Apparently, Stockton is following the footsteps of Vallejo. That San Francisco Bay Area city "is again facing a budget crisis as soaring pension costs, which were left untouched in the bankruptcy reorganization (two years ago), eat up an ever-growing share of tax revenues," according to Reuters.

In refusing to take on what Vice Mayor Stephanie Gomes called "a giant behemoth like CalPERS," Vallejo took the easy way out but never fixed its fundamental problems. Services are still subpar. And now Stockton, where residents joke about not calling police unless there is blood in the streets, is doing the same thing.

"They're not even kicking the can very far down the road," said Jack Dean, vice president of California Pension Reform, which is crafting a statewide pension-reform initiative for the November 2014 ballot. "It's like what happened in Vallejo. The [bankruptcy] judge should say, 'We'll see you back here in a few years.'"

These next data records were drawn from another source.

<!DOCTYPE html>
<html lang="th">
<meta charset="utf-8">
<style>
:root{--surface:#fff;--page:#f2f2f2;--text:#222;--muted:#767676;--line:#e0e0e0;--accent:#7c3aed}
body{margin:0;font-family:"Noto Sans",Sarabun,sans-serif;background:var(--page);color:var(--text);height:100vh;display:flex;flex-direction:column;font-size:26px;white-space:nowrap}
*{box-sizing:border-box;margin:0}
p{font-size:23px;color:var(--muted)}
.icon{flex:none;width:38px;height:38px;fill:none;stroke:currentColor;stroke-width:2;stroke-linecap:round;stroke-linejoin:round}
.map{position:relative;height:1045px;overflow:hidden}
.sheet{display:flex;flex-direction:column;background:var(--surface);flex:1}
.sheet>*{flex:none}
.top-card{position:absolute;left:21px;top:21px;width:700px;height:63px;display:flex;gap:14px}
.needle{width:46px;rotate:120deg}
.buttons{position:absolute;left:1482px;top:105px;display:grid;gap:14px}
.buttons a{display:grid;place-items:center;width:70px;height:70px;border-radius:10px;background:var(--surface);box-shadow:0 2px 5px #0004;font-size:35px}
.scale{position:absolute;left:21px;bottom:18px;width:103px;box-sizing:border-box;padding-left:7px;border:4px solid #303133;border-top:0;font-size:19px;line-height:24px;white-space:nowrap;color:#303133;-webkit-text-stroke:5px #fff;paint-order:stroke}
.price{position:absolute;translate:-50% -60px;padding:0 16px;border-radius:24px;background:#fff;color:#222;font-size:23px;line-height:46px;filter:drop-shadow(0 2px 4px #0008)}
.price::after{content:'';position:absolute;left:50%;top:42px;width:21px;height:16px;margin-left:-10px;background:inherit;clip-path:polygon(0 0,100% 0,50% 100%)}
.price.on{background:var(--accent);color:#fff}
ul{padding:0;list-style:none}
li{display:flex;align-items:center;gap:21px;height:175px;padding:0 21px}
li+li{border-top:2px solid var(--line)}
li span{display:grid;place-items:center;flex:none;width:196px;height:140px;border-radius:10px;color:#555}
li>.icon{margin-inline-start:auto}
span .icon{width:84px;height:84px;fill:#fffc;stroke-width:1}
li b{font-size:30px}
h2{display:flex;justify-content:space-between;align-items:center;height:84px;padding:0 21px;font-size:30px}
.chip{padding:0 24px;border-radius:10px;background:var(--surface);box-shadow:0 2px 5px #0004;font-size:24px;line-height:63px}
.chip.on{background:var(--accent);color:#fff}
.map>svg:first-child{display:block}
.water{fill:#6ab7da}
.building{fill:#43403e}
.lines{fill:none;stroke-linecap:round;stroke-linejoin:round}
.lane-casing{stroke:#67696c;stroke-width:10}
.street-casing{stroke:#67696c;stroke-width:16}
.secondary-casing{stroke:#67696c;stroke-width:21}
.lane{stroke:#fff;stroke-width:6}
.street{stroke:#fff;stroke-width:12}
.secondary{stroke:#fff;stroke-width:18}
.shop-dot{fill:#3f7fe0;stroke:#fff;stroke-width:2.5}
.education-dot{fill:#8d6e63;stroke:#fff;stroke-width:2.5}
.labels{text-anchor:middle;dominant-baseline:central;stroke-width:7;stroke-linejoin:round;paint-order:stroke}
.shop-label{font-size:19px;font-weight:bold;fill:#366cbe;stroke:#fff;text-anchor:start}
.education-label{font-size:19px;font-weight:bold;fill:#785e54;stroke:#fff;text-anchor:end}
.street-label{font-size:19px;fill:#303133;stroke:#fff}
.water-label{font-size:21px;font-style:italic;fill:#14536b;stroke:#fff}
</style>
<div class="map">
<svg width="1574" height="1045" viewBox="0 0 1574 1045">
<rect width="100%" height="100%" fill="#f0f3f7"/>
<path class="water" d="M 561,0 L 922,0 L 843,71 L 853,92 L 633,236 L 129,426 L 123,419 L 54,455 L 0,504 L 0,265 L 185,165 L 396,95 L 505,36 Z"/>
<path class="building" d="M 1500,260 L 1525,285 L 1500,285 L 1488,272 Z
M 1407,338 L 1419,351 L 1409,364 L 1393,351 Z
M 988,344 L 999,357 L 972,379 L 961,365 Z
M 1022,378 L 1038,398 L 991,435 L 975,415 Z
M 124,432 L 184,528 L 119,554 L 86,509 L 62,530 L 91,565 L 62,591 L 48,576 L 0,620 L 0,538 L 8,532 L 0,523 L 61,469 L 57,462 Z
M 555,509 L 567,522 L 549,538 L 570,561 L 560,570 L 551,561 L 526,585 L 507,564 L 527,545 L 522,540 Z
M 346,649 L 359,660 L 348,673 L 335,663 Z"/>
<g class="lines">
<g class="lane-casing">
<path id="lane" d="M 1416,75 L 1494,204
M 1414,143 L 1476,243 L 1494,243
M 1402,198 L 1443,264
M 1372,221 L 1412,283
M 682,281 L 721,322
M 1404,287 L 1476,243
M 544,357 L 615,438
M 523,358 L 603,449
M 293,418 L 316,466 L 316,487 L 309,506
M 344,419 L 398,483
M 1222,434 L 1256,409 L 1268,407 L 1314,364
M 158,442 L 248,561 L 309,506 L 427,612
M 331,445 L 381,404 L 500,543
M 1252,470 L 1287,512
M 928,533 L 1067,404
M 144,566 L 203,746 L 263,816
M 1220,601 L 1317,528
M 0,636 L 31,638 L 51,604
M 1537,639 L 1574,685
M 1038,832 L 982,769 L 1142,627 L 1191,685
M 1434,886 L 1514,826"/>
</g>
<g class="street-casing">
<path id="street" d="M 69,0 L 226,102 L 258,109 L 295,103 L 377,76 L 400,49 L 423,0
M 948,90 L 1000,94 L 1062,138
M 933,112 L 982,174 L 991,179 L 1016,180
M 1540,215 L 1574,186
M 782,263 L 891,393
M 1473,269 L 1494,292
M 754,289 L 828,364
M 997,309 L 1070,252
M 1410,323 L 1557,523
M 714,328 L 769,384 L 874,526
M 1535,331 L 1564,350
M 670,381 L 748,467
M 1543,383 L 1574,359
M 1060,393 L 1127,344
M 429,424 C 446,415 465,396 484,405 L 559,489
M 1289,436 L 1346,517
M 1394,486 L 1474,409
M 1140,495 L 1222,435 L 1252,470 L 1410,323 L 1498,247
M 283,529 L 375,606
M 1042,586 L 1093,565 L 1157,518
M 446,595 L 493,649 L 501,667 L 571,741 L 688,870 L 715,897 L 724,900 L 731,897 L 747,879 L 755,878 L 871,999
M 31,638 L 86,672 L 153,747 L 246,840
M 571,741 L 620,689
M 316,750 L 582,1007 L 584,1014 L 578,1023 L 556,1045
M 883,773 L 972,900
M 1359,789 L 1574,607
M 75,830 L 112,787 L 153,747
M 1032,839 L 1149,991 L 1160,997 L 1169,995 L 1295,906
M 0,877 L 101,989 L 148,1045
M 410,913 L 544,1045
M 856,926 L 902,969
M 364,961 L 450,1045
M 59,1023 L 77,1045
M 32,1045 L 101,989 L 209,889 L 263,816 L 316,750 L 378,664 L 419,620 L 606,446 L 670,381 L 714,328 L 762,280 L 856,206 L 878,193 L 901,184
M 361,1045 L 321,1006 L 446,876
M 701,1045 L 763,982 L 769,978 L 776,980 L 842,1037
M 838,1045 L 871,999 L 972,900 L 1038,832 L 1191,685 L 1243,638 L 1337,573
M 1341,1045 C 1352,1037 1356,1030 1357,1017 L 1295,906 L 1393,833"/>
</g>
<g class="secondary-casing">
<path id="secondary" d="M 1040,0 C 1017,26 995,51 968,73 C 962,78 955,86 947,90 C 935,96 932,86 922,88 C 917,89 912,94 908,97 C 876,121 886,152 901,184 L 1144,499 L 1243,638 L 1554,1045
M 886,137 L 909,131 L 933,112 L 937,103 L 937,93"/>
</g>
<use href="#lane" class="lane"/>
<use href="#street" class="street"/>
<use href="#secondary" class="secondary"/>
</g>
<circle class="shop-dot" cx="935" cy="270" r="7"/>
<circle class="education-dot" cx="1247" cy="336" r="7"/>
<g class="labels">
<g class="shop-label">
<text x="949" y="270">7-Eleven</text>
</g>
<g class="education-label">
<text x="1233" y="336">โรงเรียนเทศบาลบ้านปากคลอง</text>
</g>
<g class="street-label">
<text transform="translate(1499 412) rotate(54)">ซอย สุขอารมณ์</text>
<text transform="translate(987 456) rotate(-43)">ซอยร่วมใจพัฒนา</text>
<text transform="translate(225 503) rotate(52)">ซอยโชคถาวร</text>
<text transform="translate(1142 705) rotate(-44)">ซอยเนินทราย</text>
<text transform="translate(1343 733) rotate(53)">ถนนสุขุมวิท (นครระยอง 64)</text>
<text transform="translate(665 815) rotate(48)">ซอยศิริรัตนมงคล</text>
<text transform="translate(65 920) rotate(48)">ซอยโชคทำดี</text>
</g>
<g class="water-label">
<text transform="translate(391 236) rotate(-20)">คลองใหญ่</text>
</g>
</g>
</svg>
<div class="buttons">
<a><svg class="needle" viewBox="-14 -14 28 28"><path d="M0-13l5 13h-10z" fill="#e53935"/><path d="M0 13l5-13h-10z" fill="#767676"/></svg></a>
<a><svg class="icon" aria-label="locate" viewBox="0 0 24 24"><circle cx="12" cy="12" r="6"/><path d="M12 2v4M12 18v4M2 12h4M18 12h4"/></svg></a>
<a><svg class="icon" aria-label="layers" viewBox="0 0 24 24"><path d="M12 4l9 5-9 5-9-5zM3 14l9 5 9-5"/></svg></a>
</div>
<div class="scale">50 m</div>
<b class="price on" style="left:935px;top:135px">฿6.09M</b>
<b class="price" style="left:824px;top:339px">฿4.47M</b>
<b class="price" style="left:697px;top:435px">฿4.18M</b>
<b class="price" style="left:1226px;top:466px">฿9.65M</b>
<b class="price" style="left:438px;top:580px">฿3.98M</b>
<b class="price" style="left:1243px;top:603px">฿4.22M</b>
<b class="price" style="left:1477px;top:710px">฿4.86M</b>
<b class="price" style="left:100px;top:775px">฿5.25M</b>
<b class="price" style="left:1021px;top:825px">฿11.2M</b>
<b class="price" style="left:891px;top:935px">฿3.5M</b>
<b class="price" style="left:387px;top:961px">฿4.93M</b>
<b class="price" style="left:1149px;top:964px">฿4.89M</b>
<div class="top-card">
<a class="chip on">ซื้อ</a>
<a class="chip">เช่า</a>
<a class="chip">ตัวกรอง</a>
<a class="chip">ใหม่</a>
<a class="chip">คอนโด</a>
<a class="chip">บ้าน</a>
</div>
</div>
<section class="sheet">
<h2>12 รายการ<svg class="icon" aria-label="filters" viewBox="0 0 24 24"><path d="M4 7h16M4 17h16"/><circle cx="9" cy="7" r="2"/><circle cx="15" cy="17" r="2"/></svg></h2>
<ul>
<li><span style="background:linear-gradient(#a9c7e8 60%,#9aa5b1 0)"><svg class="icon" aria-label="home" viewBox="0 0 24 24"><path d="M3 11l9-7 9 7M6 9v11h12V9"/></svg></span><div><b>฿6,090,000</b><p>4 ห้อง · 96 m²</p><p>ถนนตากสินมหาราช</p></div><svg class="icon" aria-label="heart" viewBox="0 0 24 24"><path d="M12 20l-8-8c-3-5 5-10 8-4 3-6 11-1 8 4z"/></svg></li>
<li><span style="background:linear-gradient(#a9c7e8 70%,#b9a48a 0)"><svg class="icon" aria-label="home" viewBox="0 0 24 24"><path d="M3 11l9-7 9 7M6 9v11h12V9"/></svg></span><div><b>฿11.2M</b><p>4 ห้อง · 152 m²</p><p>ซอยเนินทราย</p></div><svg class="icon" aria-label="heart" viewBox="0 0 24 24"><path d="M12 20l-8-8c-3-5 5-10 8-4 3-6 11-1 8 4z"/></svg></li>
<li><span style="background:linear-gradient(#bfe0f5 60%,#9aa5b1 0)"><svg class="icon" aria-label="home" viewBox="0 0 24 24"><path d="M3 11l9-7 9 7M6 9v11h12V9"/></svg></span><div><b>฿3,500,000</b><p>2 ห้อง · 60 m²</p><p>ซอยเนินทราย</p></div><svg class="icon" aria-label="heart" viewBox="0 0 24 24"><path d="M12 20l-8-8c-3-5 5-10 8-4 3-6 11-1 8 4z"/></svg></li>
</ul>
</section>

Stockton's proposed three-quarter-cent sales-tax increase is great for creditors, who now have hope of being made whole after providing the city with pension-obligation bonds several years ago. But opponents say in the official ballot arguments that the $28 million annual tax hike will "be swallowed up by escalating employee pension costs." Opponents also complain that the profligate City Council can squander the money in myriad ways.

After Judge Klein allowed Stockton's bankruptcy to proceed in April, the bankrupt city of San Bernardino, which had halted payments to CalPERS, started its payments again. Officials there no doubt figured that it's too tough to take on the nation's largest pension fund, which has threatened legal battles if pensions aren't at the top of the payment heap.

Other California cities, struggling with pension costs but still far from hitting the bankruptcy wall, are left to reckon with an increasingly intractable problem.